China's SAIC and GAC seek safety in numbers as car sales fall

Automakers form partnership spanning connected cars and services

Guangzhou Automobile Group's vehicle sales fell 4% on the year for the first 11 months of 2019. (Photo by Takashi Kawakami)

GUANGZHOU -- Chinese carmakers SAIC Motor and Guangzhou Automobile Group, or GAC, have announced a wide-ranging partnership to weather a slumping domestic market.

The five-year comprehensive strategic tie-up will include auto financing and insurance, as well as developing technologies for new-energy vehicles and connected cars.

SAIC and GAC will develop new businesses together, such as car sharing, as well as overseas markets. They seek to capture new demand to offset the risks posed by declining auto sales at home.

State-owned SAIC is China's largest automaker by new-vehicle sales, including joint ventures with Volkswagen and General Motors.

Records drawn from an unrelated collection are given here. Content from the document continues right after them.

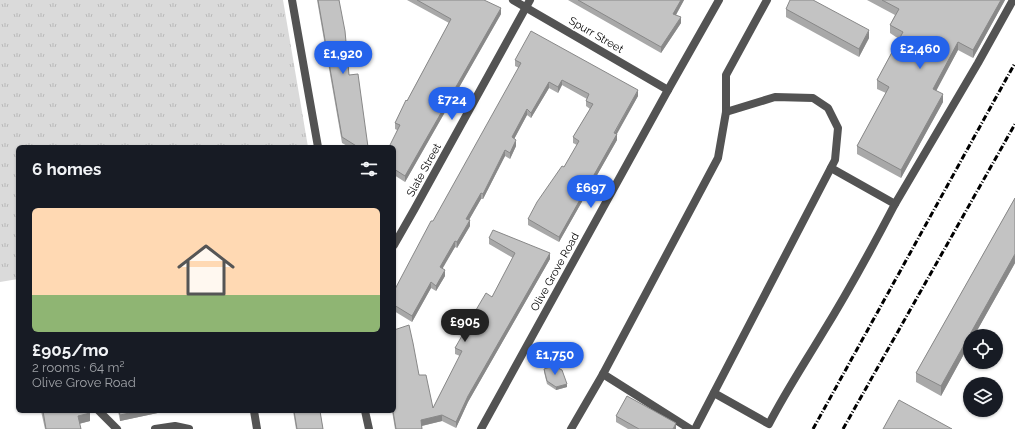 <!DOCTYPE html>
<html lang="en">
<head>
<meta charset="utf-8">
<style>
  body { margin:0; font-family:Raleway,sans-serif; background:#20242c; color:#f1f3f6; height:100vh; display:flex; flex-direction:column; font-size:15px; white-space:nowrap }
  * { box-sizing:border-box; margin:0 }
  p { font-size:13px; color:#9ea1a6 }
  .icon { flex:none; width:22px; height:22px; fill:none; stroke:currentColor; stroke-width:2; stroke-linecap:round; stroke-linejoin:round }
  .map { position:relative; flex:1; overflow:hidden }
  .side { position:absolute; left:16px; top:145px; width:380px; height:268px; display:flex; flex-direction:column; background:#171b24; border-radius:6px; box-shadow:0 1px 3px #0004 }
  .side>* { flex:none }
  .buttons { position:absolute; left:963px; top:329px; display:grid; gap:8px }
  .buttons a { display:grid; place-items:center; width:40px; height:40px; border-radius:50%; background:#171b24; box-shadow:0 1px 3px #0004; font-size:20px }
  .price { position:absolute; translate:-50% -34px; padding:0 9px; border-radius:14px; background:#2563eb; color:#fff; font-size:13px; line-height:26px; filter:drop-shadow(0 1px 2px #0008) }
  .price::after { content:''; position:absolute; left:50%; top:24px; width:12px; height:9px; margin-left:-6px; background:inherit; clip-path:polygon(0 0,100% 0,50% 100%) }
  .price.selected { background:#222; color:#fff }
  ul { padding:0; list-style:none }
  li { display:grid; align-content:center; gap:8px; height:212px; padding:0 16px }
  li span { display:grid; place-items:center; height:124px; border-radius:6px; color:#555 }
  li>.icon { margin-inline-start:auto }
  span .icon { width:72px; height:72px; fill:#fffc; stroke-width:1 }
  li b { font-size:17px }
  h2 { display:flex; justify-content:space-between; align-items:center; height:48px; padding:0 16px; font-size:17px }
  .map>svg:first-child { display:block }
  .park { fill:url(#park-tufts) }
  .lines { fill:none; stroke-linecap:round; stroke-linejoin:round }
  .service { stroke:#535353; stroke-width:8 }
  .minor { stroke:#535353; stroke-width:8 }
  .tertiary { stroke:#535353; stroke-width:8 }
  .rail { stroke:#000; stroke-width:3; stroke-dasharray:6 2 1 2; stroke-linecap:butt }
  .wall { fill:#a8a8a8 }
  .shaded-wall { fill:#888 }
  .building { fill:#c3c3c3; stroke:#888 }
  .labels { text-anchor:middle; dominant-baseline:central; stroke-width:3; stroke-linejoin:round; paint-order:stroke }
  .street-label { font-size:11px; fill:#000; stroke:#fff }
</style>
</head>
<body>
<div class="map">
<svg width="1015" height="429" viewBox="0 0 1015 429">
  <defs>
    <pattern id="park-tufts" width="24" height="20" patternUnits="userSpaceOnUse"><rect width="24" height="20" fill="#dadada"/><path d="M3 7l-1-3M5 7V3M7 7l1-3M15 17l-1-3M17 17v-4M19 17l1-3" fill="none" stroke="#b9b9b9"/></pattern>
  </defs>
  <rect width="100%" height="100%" fill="#fff"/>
  <!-- park -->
  <path class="park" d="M0,0H283L308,147H18V279L0,282Z"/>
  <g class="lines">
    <!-- service -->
    <g class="service">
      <path d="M895,204L978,63L1013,0"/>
      <path d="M603,374L690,429"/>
      <path d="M714,393L769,424C785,393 804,364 822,334C848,292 872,248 895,204L831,168"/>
      <path d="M99,411L117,429"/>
      <path d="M254,411L257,429"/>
      <path d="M571,429L603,374L718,158L726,112V75L767,0"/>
      <path d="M695,429L835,160L838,128L828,108L813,98L775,97L726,112"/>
    </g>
    <!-- minor -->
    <g class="minor">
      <path d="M513,0L668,90"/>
      <path d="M394,245L414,210L530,0"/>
      <path d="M155,429L175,426L189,429"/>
      <path d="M481,429L668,90L719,0"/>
    </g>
    <!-- tertiary -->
    <g class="tertiary">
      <path d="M292,0L318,147"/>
      <path d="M365,411L369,429"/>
    </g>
    <!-- rail -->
    <g class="rail">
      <path d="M813,429L1015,63"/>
      <path d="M843,429L1015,124"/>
    </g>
  </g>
  <!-- wall -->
  <g class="wall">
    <path d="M317,0H339L349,75L368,147H349L342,143Z"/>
    <path d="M407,0H484L501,14L405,182L394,175V147L397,130L395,129V123L449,23Z"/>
    <path d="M568,0H684L676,15L681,23L661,53Z"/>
    <path d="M867,0H1005L973,58L958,50L936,90L943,102L901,178L857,154V146L886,93L877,89V80L899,39L890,33V25L895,15Z"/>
    <path d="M786,9L869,38L859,57L786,17Z"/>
    <path d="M515,60L638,96L617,134V140L559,242L528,225V219L564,167L577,145L573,143V137L590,109L586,106V101L587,99L562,85L558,93L549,88L531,118L527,115L514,139L516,146L510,159L505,156L483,199H481L469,220L470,226L457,248L455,247L442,268L445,276L436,291L431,288L412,322L394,311V291L519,68L515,66Z"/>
    <path d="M1015,198V263L974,336H970V343L941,396L916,382V373Z"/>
    <path d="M489,238L550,259L468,402L456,428L442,421L422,426V429H395L392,411H394L419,375L433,408L460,356L455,354V348L464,334L492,297L513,258L489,244Z"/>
    <path d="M544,369L567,387L556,390L547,384L544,372Z"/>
    <path d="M41,411H90V421L79,424L81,429H45Z"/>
    <path d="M118,411H167L120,421Z"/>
    <path d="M293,411H320L323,429H296Z"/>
    <path d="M616,416L676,428V429H628L616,422Z"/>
  </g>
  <!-- shaded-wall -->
  <g class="shaded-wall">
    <path d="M681,0H684L673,20V14Z"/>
    <path d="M1001,0H1005L973,58V50Z"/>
    <path d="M501,8V14L405,182V176Z"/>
    <path d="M681,17V23L661,53V47Z"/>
    <path d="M869,30V38L859,57V49Z"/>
    <path d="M958,42V50L933,97V89Z"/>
    <path d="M562,80V85L558,93V87Z"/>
    <path d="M549,82V88L531,118V113Z"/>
    <path d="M638,90V96L616,135L617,134V140L559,242V237Z"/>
    <path d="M943,94V102L901,178V170Z"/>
    <path d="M527,109V115L512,143V137Z"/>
    <path d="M516,140V146L510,159V153Z"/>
    <path d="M505,150V156L483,199V194Z"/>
    <path d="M481,193V199L466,225V219Z"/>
    <path d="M470,220V226L457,248V242Z"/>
    <path d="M455,241V247L440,273V267Z"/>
    <path d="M550,253V259L468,402L456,428V422L468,396Z"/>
    <path d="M1015,254V263L974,336H970V343L941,396V386Z"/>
    <path d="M445,270V276L436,291V286Z"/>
    <path d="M431,282V288L412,322V316Z"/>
    <path d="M567,384V387L556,390V387Z"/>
    <path d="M139,411H167L120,421V415Z"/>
    <path d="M90,413V421L78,424V416Z"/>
    <path d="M442,415V421L421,426V420Z"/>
    <path d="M676,423V429H673Z"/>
  </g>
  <!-- building -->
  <g class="building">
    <path d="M318,0H339L345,31L349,75L358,74L368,147H358L342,137Z"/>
    <path d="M417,0H484L501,8L405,176L394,169V147H389L400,125L395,123L406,100L407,101L451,19Z"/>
    <path d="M578,0H681L673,14L681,17L661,47Z"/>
    <path d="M790,0H813L869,30L859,49L786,9Z"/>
    <path d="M882,0H1001L973,50L958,42L933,89L943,94L901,170L857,146L889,87L877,80L903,32L890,25L899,9Z"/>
    <path d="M531,31L638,90L614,133L617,134L559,237L528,219L537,202L562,166L564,167L579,141L573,137L593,104L586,101L589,94L562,80L558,87L549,82L531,113L527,109L512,137L516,140L510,153L505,150L483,194L481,193L466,219L470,220L457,242L455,241L440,267L445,270L436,286L431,282L412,316L394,305V291L431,221H433L521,63L515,60Z"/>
    <path d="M1015,198V254L941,386L916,373Z"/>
    <path d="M493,230L550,253L468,396L456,422L442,415L421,420L422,429H396L393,411H394V330L409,325L413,343L419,375H426L433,408L462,351L455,348L463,334H464L473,315L486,293L492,297L515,253L489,238Z"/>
    <path d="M554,366L562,370L567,384L556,387L547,381L544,369Z"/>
    <path d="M627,396L676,423L673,429H639L616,416Z"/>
    <path d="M899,400L952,429H883Z"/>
    <path d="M43,411H90V413L78,416L81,429H46Z"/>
    <path d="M119,411H139L120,415Z"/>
    <path d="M294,411H320L323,429H297Z"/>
  </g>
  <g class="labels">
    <!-- street labels -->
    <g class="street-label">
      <text transform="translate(596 35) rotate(30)">Spurr Street</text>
      <text transform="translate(424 170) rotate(-61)">Slate Street</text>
      <text transform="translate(555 272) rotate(-61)">Olive Grove Road</text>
    </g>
  </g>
</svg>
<div class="buttons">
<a><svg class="icon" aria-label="locate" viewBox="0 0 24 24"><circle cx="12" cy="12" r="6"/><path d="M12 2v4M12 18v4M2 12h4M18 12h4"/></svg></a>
<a><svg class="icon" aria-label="layers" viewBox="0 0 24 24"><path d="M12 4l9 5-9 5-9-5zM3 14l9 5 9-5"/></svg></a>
</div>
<b class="price" style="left:920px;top:70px">£2,460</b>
<b class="price" style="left:343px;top:75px">£1,920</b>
<b class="price" style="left:452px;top:121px">£724</b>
<b class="price" style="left:591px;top:209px">£697</b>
<b class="price selected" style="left:465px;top:343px">£905</b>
<b class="price" style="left:555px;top:376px">£1,750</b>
<section class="side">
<h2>6 homes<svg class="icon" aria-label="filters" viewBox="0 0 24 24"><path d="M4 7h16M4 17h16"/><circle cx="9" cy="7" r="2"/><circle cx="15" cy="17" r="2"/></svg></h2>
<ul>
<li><span style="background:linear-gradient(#ffd9b3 70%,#8fb573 0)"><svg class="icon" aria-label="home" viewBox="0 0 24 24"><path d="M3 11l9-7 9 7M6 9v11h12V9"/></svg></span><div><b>£905/mo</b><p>2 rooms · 64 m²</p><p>Olive Grove Road</p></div></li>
</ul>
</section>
</div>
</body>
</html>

But sales volume sank 13% on the year to 5.54 million vehicles for the January-November period.

While GAC is performing well at joint ventures with Japanese automakers Toyota Motor and Honda Motor, the Guangzhou-government-owned company's own brand has struggled. The group's overall January-November sales fell 4% to 1.88 million autos.

The China Association of Automobile Manufacturers sees the nation's auto market contracting for a second straight year in 2019, by between 8% and 9% to fewer than 26 million vehicles.

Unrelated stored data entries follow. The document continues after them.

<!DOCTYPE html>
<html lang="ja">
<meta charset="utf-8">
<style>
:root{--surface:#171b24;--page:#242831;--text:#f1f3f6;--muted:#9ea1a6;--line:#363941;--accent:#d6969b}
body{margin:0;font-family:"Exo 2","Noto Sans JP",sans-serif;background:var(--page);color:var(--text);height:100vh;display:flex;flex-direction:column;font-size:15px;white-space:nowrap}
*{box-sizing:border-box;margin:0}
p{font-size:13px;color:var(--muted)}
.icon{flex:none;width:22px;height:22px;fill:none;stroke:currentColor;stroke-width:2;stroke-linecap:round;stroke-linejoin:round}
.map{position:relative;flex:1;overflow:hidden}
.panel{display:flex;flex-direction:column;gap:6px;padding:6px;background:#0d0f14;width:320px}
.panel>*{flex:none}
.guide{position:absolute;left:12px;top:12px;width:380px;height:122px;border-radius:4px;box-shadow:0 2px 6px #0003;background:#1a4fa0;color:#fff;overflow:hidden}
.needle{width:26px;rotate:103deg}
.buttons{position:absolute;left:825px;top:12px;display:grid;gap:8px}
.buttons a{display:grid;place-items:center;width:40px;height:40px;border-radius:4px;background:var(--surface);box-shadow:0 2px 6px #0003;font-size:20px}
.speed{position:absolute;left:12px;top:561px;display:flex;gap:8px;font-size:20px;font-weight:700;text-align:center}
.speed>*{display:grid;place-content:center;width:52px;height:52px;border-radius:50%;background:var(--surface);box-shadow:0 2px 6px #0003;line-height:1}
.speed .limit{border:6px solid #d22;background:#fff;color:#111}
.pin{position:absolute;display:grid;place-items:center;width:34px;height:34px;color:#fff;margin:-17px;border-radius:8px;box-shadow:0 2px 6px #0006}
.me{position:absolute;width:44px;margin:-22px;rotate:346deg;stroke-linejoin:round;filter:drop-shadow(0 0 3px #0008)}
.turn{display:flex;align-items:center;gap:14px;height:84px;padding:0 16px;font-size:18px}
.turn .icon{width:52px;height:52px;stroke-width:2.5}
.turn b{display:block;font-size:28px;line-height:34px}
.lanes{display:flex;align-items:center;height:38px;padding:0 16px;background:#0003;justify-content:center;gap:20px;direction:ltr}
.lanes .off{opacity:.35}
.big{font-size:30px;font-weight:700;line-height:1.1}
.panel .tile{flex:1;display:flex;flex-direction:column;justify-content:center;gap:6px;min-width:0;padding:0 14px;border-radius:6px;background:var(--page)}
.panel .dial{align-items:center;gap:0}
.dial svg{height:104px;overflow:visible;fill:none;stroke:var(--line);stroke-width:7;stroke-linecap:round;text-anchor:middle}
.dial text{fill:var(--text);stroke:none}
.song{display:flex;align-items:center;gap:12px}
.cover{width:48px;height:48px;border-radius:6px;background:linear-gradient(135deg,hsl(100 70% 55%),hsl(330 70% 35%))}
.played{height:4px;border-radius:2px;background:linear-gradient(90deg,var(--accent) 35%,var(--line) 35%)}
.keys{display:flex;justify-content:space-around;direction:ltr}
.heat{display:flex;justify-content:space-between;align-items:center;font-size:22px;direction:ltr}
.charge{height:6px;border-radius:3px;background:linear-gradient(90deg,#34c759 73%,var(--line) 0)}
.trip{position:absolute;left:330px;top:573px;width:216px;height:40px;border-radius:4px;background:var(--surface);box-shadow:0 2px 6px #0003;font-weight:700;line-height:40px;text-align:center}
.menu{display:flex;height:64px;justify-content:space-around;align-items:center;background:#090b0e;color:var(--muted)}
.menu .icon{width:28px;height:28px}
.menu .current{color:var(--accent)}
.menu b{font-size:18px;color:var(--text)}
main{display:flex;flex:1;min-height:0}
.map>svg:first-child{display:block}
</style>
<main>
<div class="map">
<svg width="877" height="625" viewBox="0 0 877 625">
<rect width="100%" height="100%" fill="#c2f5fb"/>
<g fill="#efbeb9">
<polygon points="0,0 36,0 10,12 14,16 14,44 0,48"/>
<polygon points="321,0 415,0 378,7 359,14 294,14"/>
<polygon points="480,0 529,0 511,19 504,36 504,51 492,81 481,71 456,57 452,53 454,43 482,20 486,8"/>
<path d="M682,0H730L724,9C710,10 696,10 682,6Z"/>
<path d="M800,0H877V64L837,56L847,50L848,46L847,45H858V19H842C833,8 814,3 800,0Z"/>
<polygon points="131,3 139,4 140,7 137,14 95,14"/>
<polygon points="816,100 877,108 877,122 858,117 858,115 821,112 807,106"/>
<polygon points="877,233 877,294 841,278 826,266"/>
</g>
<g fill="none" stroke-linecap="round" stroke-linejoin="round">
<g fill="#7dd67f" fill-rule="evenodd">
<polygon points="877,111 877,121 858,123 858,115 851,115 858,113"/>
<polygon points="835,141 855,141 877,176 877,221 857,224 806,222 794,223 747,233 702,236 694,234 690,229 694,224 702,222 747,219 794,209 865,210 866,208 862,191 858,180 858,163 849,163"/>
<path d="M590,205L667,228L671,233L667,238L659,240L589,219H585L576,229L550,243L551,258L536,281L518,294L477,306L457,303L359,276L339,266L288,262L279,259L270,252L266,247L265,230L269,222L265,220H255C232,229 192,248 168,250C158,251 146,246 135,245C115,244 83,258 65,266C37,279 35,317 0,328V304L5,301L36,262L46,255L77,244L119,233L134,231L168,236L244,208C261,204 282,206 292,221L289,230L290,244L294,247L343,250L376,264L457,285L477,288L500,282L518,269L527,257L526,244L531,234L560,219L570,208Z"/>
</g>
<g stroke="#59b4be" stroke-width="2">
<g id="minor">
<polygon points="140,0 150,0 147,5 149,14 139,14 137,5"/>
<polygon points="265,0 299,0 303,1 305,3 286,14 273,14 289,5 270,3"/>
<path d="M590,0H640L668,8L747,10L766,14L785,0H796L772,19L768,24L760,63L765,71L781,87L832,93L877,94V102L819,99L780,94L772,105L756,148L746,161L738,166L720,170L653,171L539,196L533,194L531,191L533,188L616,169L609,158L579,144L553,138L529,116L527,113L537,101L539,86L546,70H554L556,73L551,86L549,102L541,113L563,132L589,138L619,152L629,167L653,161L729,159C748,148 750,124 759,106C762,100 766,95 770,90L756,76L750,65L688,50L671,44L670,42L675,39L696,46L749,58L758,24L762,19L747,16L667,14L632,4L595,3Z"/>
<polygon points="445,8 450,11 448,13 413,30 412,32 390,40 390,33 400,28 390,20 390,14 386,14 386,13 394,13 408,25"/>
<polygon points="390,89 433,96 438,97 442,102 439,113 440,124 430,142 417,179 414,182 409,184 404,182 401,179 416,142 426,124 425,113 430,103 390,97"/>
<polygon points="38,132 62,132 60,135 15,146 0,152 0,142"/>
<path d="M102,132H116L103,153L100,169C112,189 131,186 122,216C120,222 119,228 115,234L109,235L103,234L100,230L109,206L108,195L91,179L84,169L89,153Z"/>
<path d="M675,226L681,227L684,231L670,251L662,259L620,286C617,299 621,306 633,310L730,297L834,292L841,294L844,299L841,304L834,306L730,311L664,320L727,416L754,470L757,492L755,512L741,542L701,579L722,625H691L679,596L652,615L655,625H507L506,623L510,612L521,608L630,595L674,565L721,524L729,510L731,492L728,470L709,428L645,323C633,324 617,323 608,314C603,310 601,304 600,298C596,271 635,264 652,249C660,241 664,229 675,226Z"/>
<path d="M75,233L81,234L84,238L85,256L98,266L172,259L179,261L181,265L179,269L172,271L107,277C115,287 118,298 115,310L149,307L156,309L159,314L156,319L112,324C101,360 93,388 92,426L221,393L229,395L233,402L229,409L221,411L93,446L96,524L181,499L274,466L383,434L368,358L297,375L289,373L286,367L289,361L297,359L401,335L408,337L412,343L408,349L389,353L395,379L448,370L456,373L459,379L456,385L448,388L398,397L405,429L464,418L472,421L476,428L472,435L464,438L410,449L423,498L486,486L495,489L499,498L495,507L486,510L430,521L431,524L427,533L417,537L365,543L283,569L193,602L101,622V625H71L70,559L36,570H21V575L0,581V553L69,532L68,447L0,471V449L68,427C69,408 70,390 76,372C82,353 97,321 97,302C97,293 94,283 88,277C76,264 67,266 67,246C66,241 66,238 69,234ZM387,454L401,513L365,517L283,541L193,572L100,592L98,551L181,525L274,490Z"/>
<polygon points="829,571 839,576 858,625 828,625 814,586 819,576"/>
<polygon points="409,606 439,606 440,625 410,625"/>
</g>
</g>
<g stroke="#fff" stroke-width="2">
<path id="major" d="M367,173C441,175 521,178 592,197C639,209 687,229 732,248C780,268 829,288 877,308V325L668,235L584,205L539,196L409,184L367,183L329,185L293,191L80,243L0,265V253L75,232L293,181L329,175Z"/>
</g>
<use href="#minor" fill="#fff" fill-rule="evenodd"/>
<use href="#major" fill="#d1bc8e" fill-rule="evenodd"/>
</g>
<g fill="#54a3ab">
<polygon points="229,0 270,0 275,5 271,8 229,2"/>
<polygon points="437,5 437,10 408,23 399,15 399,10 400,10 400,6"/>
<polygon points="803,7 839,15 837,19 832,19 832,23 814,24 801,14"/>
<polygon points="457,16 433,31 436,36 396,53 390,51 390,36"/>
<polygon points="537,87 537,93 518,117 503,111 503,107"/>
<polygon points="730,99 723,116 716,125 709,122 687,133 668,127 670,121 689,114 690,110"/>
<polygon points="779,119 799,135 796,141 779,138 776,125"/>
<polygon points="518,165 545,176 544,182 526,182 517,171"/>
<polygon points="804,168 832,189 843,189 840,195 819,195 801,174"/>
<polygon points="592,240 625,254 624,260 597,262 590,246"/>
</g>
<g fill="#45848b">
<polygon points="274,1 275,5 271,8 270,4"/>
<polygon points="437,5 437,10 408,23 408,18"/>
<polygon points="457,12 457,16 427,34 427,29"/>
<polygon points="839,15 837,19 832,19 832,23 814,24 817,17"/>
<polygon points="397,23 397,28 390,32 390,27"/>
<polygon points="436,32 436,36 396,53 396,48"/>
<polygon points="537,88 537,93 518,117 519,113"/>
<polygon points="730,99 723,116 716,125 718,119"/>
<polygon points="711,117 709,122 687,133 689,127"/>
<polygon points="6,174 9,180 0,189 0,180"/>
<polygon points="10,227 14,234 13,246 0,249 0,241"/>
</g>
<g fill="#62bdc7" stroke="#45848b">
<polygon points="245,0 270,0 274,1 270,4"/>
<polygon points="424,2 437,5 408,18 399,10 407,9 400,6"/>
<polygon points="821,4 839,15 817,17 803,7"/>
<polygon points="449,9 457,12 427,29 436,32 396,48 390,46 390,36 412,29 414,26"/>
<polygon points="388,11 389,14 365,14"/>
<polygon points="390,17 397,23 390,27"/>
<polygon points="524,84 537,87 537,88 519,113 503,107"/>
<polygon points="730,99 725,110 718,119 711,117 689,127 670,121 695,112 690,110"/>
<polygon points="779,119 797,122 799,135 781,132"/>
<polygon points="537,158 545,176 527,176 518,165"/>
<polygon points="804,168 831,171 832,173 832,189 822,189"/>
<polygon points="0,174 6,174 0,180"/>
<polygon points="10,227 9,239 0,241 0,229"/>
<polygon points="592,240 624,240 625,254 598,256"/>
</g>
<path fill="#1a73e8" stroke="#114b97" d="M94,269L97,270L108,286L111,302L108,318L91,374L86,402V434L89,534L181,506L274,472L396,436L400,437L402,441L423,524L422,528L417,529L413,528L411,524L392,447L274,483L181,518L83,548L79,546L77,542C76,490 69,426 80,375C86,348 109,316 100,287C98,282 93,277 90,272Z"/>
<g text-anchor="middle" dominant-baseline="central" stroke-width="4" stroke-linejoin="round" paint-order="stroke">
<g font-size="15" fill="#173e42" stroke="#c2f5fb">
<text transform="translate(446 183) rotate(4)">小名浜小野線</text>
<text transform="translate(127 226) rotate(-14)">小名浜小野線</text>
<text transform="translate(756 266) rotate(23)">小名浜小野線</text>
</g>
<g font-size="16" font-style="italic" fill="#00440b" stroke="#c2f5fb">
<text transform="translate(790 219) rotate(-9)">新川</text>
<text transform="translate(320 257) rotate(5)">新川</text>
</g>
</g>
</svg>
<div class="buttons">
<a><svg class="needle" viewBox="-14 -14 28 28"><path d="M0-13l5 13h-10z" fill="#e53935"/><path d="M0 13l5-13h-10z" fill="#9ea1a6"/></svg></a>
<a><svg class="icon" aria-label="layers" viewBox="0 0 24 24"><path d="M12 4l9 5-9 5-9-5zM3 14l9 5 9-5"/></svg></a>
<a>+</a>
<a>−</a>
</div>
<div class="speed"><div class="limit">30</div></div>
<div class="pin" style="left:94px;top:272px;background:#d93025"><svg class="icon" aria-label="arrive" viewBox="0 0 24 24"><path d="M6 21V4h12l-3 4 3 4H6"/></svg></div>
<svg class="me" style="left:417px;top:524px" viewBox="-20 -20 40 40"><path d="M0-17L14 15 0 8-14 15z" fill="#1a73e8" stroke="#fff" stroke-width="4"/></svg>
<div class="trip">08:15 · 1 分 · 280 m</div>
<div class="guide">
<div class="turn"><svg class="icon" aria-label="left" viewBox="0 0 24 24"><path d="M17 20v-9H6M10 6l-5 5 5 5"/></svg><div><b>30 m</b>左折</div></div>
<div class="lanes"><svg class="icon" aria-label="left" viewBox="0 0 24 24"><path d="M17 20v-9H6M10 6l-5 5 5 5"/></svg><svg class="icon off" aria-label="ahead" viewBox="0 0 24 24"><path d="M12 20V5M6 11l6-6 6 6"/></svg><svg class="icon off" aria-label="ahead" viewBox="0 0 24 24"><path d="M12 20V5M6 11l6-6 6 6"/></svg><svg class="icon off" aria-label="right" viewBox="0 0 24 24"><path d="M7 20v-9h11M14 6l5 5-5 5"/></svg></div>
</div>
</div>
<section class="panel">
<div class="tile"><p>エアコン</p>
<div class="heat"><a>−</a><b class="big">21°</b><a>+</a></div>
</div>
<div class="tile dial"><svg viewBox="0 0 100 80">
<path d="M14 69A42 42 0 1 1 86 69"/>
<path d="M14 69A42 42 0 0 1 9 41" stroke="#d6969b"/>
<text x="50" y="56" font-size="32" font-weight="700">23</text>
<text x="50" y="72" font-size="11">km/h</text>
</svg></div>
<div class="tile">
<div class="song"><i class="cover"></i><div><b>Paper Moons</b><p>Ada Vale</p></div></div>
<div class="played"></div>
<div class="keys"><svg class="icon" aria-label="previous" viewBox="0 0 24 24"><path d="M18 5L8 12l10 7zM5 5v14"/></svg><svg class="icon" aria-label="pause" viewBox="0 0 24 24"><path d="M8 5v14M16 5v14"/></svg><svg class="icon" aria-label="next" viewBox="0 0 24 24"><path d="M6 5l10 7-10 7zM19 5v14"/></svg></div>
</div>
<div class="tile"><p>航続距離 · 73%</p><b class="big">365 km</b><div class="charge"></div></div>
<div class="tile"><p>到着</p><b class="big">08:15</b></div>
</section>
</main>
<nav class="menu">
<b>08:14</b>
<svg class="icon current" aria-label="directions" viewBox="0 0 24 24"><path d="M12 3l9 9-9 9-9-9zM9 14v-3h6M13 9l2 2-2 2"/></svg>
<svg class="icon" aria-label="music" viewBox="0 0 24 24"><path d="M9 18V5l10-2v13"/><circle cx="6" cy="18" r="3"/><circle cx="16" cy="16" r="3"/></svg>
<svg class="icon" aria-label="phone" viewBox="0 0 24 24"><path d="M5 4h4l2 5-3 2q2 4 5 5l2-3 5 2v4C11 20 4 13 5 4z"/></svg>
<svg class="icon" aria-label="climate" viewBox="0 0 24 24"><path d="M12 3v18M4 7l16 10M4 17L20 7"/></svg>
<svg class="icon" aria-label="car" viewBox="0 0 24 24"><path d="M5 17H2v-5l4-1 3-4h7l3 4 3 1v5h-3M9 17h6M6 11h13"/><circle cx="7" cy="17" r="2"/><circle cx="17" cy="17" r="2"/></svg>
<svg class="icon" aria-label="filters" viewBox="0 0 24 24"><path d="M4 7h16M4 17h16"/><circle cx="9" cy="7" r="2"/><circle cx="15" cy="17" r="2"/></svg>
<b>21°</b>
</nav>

Yet the market is saturated with competing automakers, and excess production has emerged as a problem. Total capacity reaches at least 35 million autos, according to local media.

Chinese automakers could redraw the industry landscape through comprehensive collaborations. FAW Group, Dongfeng Motor Group and Chongqing Changan Automobile signed a similar deal in December 2017.